Materials provided:
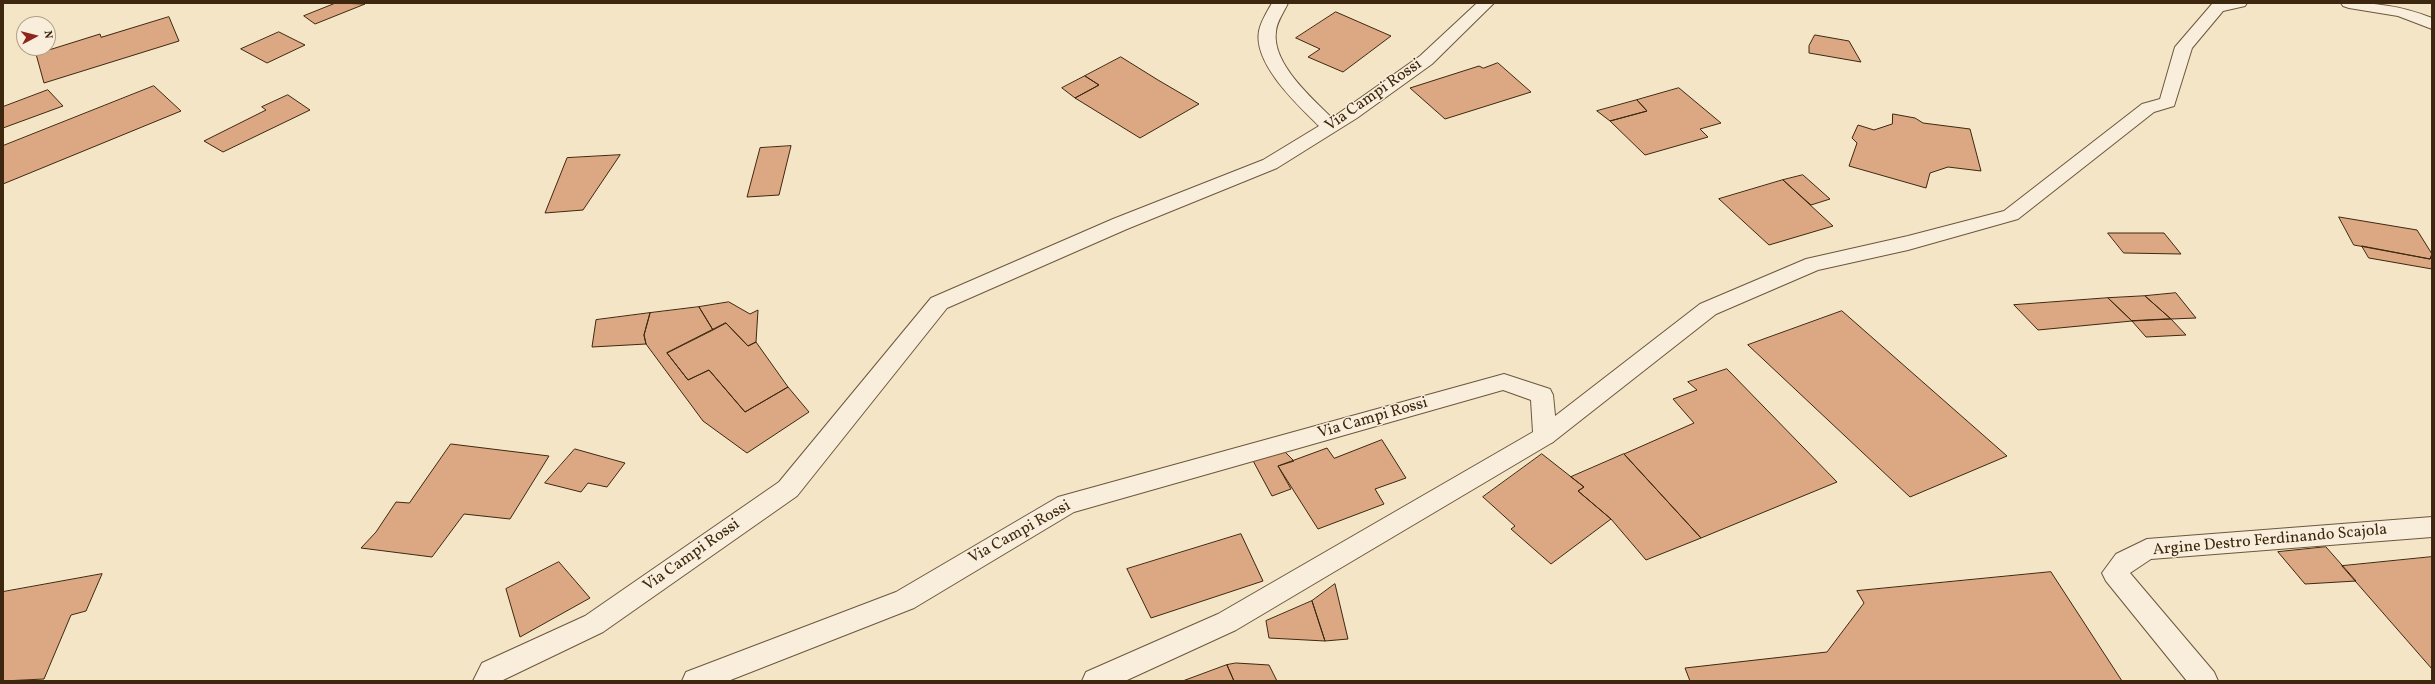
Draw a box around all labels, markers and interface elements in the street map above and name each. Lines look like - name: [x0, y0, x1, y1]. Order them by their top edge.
- north arrow: [16, 16, 56, 56]
- text: N: [39, 30, 55, 39]
- street label: Via Campi Rossi: [1322, 56, 1426, 136]
- street label: Via Campi Rossi: [1316, 394, 1430, 444]
- street label: Via Campi Rossi: [966, 497, 1074, 569]
- street label: Via Campi Rossi: [640, 516, 744, 596]
- street label: Argine Destro Ferdinando Scajola: [2152, 521, 2388, 561]

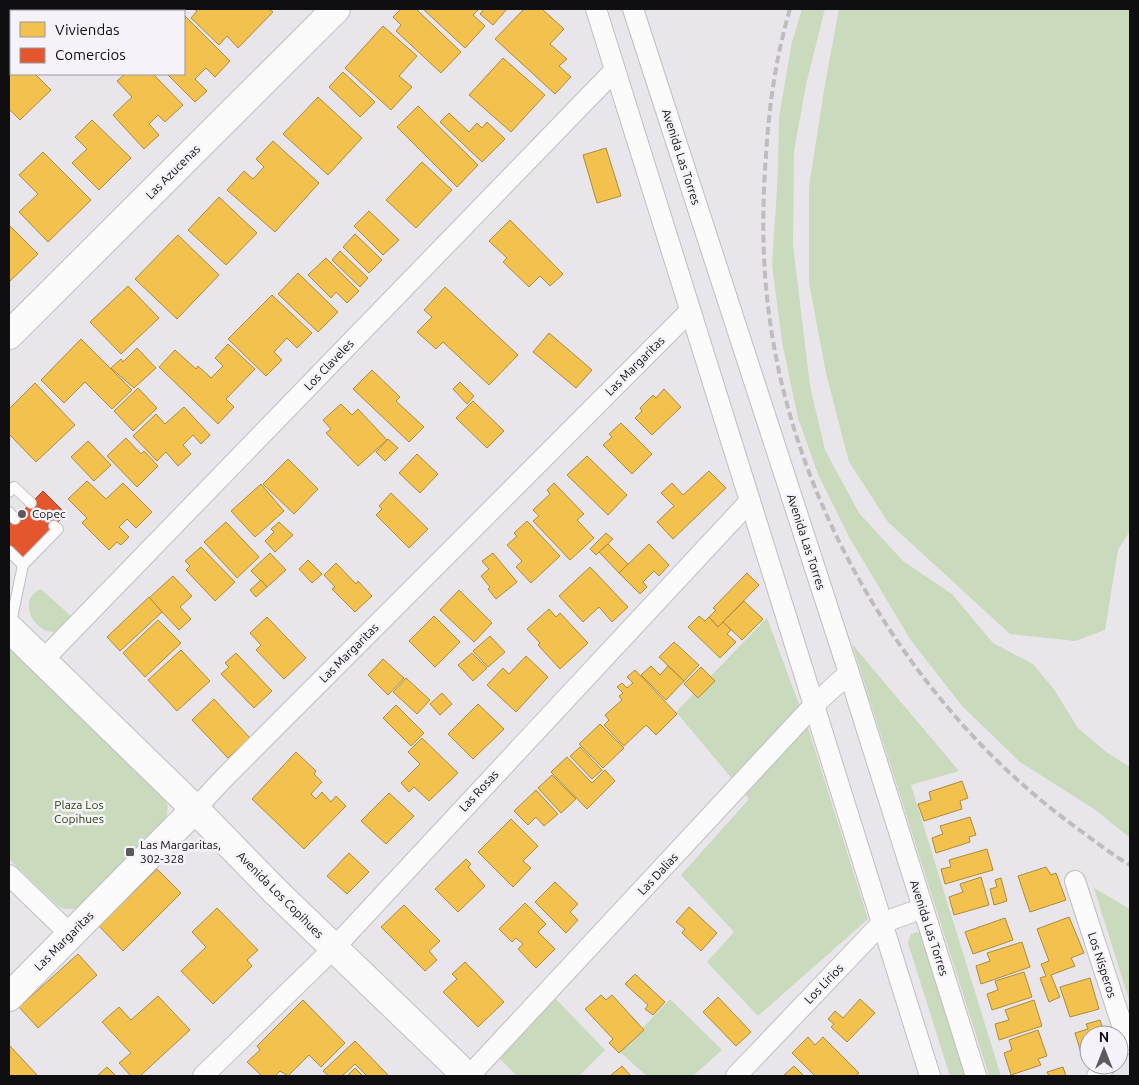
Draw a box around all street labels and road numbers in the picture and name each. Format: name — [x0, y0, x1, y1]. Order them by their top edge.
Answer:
street label: Avenida Las Torres — [660, 107, 703, 206]
street label: Las Azucenas — [143, 142, 202, 201]
street label: Las Margaritas — [602, 333, 667, 398]
street label: Los Claveles — [301, 337, 356, 393]
street label: Avenida Las Torres — [785, 492, 828, 591]
street label: Las Margaritas — [316, 620, 381, 685]
street label: Las Rosas — [456, 767, 501, 814]
street label: Avenida Los Copihues — [234, 849, 326, 941]
street label: Las Dalias — [635, 850, 680, 897]
street label: Avenida Las Torres — [908, 878, 951, 977]
street label: Las Margaritas — [31, 908, 96, 973]
street label: Los Nísperos — [1086, 930, 1119, 999]
street label: Los Lirios — [802, 961, 846, 1006]

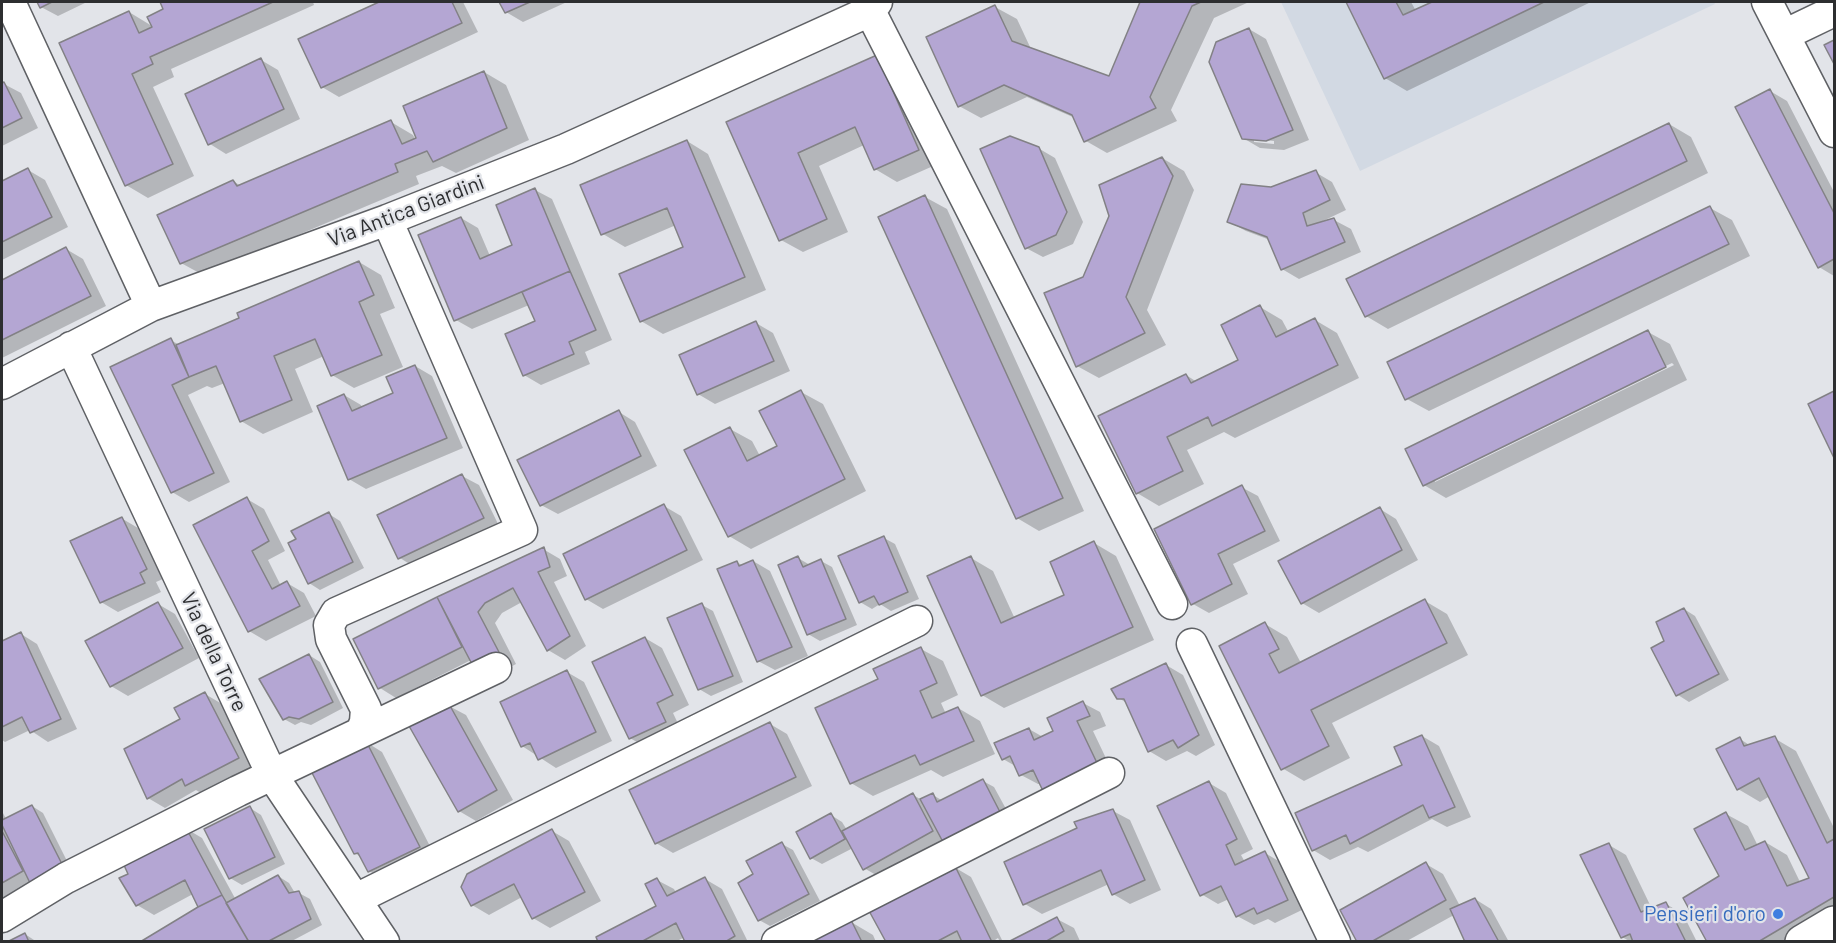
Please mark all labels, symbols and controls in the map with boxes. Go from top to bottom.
street label: Via Antica Giardini [324,170,488,252]
street label: Via della Torre [175,589,253,715]
place label: Pensieri d'oro [1644,901,1766,927]
marker: Pensieri d'oro [1771,907,1785,921]

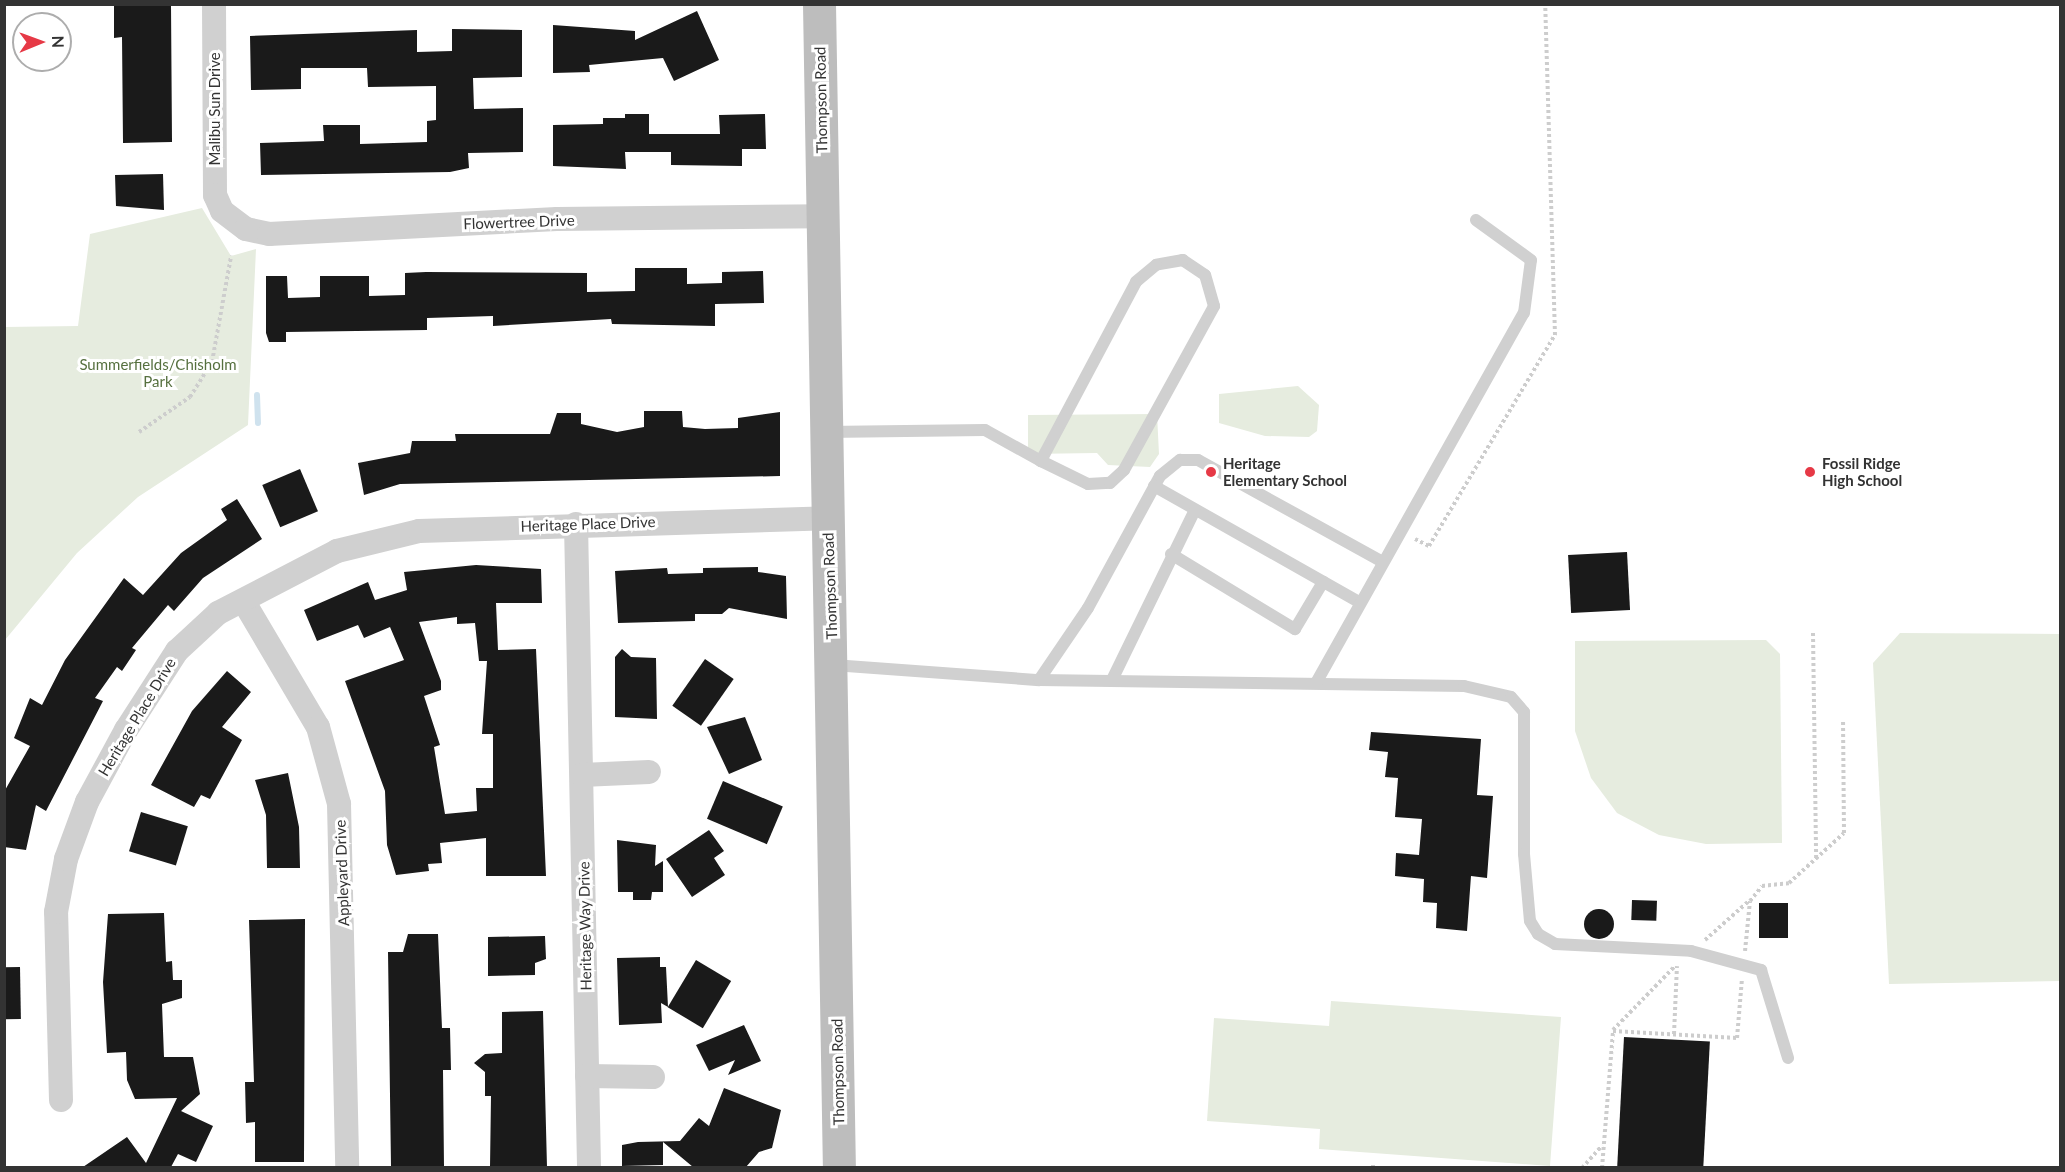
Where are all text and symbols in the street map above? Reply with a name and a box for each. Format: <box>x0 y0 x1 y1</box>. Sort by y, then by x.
north arrow <box>12 12 72 72</box>
text: N <box>49 35 68 48</box>
street label: Thompson Road <box>811 46 831 154</box>
street label: Malibu Sun Drive <box>206 52 224 166</box>
street label: Flowertree Drive <box>463 211 575 233</box>
park label: Summerfields/Chisholm Park <box>79 355 237 390</box>
place label: Heritage Elementary School <box>1223 454 1347 489</box>
place label: Fossil Ridge High School <box>1822 454 1902 489</box>
marker: Heritage Elementary School <box>1204 465 1218 479</box>
marker: Fossil Ridge High School <box>1803 465 1817 479</box>
street label: Heritage Place Drive <box>520 513 656 535</box>
street label: Thompson Road <box>819 532 841 640</box>
street label: Heritage Place Drive <box>95 655 179 779</box>
street label: Appleyard Drive <box>331 820 353 926</box>
street label: Heritage Way Drive <box>575 861 595 991</box>
street label: Thompson Road <box>828 1018 848 1126</box>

Required action:
Please transcribe all of the entries word for word, with the pictures left out.

Result of the task:
Draw a box around all labels, markers and interface elements in the street map above and name each. Lines look like - name: [x0, y0, x1, y1]. Order them by their top edge.
- north arrow: [16, 16, 56, 56]
- text: N: [39, 30, 55, 39]
- street label: Via Campi Rossi: [1322, 56, 1426, 136]
- street label: Via Campi Rossi: [1316, 394, 1430, 444]
- street label: Via Campi Rossi: [966, 497, 1074, 569]
- street label: Via Campi Rossi: [640, 516, 744, 596]
- street label: Argine Destro Ferdinando Scajola: [2152, 521, 2388, 561]

Draw a box around all street labels and road numbers in the picture and name each. Format: name — [x0, y0, x1, y1]. Order them by their top edge.
Answer:
street label: Avenida Las Torres — [660, 107, 703, 206]
street label: Las Azucenas — [143, 142, 202, 201]
street label: Las Margaritas — [602, 333, 667, 398]
street label: Los Claveles — [301, 337, 356, 393]
street label: Avenida Las Torres — [785, 492, 828, 591]
street label: Las Margaritas — [316, 620, 381, 685]
street label: Las Rosas — [456, 767, 501, 814]
street label: Avenida Los Copihues — [234, 849, 326, 941]
street label: Las Dalias — [635, 850, 680, 897]
street label: Avenida Las Torres — [908, 878, 951, 977]
street label: Las Margaritas — [31, 908, 96, 973]
street label: Los Nísperos — [1086, 930, 1119, 999]
street label: Los Lirios — [802, 961, 846, 1006]

Please mark all labels, symbols and controls in the map with boxes. Go from top to bottom.
street label: Via Antica Giardini [324,170,488,252]
street label: Via della Torre [175,589,253,715]
place label: Pensieri d'oro [1644,901,1766,927]
marker: Pensieri d'oro [1771,907,1785,921]

Where are all text and symbols in the street map above? Reply with a name and a box for each. Format: <box>x0 y0 x1 y1</box>. Sort by y, then by x.
north arrow <box>12 12 72 72</box>
text: N <box>49 35 68 48</box>
street label: Thompson Road <box>811 46 831 154</box>
street label: Malibu Sun Drive <box>206 52 224 166</box>
street label: Flowertree Drive <box>463 211 575 233</box>
park label: Summerfields/Chisholm Park <box>79 355 237 390</box>
place label: Heritage Elementary School <box>1223 454 1347 489</box>
place label: Fossil Ridge High School <box>1822 454 1902 489</box>
marker: Heritage Elementary School <box>1204 465 1218 479</box>
marker: Fossil Ridge High School <box>1803 465 1817 479</box>
street label: Heritage Place Drive <box>520 513 656 535</box>
street label: Thompson Road <box>819 532 841 640</box>
street label: Heritage Place Drive <box>95 655 179 779</box>
street label: Appleyard Drive <box>331 820 353 926</box>
street label: Heritage Way Drive <box>575 861 595 991</box>
street label: Thompson Road <box>828 1018 848 1126</box>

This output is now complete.